Collected data entries
►
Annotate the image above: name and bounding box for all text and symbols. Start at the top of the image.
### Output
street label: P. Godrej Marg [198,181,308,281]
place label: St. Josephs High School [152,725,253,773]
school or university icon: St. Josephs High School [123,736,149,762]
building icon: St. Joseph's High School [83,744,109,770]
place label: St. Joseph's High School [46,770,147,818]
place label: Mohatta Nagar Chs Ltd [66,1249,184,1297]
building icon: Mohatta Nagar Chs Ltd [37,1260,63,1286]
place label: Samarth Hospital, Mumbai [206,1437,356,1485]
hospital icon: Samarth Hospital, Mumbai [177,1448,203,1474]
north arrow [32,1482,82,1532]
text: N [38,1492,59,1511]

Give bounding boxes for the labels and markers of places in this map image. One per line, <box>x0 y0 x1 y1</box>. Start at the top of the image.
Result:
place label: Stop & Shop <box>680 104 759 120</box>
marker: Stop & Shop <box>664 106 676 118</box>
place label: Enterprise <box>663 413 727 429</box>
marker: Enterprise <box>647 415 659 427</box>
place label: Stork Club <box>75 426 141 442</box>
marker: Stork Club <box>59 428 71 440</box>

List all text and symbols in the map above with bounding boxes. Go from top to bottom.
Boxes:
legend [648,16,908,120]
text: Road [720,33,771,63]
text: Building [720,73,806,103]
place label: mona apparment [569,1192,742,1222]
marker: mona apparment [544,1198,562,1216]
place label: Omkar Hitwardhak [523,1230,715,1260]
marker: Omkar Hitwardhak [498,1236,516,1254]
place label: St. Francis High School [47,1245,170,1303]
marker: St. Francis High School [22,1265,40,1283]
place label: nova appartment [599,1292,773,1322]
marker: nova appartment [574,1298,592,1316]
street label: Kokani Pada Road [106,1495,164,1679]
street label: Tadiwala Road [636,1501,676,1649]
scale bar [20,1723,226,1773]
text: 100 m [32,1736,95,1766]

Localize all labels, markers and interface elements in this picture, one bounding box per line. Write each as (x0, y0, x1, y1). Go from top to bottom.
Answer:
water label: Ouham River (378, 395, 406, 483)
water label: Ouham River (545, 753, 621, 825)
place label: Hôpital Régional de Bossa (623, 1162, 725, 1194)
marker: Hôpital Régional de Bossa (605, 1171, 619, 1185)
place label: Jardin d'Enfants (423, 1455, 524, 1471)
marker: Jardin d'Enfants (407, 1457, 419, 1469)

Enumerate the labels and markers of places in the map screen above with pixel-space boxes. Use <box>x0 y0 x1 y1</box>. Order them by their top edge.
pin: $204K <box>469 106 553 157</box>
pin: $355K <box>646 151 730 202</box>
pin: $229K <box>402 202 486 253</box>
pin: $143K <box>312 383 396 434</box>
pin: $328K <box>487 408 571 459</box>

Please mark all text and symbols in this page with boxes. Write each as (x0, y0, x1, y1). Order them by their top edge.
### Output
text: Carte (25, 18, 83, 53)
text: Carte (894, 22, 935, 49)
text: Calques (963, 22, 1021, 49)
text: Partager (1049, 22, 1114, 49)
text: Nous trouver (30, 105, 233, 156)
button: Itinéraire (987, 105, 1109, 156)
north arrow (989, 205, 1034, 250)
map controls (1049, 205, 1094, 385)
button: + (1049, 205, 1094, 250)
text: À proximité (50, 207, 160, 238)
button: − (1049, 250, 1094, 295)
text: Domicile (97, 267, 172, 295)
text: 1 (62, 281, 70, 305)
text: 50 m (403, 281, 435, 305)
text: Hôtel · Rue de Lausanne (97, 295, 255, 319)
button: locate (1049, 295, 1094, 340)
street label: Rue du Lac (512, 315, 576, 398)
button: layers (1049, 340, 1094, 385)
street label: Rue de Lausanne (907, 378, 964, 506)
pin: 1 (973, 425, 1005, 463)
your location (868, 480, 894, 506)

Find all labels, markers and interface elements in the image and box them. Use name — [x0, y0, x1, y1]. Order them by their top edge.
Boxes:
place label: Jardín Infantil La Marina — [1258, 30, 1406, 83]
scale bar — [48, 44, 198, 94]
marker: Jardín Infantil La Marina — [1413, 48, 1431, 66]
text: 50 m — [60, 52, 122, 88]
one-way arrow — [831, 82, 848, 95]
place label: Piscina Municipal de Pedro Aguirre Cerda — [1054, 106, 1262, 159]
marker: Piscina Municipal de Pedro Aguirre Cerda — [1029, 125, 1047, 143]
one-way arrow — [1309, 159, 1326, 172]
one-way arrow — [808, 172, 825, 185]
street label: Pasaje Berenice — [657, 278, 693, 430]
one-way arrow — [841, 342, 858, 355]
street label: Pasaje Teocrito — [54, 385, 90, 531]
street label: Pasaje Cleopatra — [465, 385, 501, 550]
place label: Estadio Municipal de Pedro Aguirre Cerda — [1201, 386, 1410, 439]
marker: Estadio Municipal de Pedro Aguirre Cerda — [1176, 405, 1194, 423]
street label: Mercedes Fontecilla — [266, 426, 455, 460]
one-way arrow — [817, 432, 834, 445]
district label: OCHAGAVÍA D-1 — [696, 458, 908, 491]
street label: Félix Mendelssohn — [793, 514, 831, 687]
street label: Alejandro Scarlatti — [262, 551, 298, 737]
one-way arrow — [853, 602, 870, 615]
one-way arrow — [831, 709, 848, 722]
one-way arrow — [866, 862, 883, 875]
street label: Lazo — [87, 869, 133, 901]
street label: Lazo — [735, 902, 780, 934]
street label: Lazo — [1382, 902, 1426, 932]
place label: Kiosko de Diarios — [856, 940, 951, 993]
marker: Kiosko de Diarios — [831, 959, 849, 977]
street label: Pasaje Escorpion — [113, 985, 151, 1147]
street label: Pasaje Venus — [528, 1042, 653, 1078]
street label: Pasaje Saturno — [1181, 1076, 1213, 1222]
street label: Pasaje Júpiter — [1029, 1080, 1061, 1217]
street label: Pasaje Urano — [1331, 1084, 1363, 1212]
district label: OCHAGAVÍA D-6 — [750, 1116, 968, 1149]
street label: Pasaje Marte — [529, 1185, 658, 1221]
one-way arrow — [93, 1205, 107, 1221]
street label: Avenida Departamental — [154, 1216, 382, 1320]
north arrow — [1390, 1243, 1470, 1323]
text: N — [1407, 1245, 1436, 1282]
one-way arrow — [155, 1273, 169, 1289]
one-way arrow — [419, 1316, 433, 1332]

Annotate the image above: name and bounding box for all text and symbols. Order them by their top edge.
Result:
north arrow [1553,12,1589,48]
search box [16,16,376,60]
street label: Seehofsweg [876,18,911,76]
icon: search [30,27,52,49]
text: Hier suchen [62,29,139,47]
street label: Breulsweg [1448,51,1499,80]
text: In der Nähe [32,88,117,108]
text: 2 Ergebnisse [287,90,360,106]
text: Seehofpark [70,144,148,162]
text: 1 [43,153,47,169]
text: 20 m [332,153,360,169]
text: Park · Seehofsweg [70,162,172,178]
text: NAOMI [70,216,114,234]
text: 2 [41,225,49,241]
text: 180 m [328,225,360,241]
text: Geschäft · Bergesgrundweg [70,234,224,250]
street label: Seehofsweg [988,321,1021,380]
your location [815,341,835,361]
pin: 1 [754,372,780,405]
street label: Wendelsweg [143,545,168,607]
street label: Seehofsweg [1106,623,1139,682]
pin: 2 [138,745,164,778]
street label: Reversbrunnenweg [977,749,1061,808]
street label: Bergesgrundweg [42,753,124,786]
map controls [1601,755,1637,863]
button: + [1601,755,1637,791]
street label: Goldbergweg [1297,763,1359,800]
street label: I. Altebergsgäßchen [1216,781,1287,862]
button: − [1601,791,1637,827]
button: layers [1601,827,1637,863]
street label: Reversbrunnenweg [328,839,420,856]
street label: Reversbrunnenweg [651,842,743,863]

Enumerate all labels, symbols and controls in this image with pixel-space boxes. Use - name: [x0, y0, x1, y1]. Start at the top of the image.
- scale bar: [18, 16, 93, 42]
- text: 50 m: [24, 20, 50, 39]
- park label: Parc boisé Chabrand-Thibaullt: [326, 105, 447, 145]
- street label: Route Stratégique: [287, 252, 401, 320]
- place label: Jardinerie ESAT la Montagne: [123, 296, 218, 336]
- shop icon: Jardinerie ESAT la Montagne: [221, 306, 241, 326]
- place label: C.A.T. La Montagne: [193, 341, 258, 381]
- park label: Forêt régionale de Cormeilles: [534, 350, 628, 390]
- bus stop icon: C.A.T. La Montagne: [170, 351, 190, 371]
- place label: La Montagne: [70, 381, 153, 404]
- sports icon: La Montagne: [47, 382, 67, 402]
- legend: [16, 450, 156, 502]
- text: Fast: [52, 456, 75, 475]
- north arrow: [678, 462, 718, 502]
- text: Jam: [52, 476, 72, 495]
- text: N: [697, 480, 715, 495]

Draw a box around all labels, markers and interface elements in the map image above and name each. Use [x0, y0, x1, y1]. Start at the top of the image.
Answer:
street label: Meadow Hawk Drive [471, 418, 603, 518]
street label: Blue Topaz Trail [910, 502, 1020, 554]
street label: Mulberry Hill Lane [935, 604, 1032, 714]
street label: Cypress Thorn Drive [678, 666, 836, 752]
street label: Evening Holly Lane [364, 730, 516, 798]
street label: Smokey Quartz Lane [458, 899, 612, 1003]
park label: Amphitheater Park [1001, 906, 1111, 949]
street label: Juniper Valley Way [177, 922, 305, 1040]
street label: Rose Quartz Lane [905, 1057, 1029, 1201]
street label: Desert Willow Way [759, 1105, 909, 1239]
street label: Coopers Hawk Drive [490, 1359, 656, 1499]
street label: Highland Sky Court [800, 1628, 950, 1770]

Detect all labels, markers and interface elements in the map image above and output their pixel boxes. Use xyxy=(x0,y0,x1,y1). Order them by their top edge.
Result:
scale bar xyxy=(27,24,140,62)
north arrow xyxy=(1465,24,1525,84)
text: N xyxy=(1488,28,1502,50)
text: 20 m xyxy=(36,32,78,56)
◄
EXERCISE BRIEF = Above are some records; copy each line there that contains "bounding".

RESPONSE BOX =
Annotate the image above: name and bounding box for all text and symbols. Start at the top of the image.
Give bounding boxes for the labels and markers of places in this map image. One per line, <box>x0 y0 x1 y1</box>. Start at the top of the image.
List all text and symbols in the map above with bounding boxes. Go from top to bottom.
Localize all labels, markers and interface elements in this picture, one bounding box per line. Write each as (x0, y0, x1, y1). Go from top to bottom.
Annotate the image above: name and bounding box for all text and symbols. Order them by their top edge.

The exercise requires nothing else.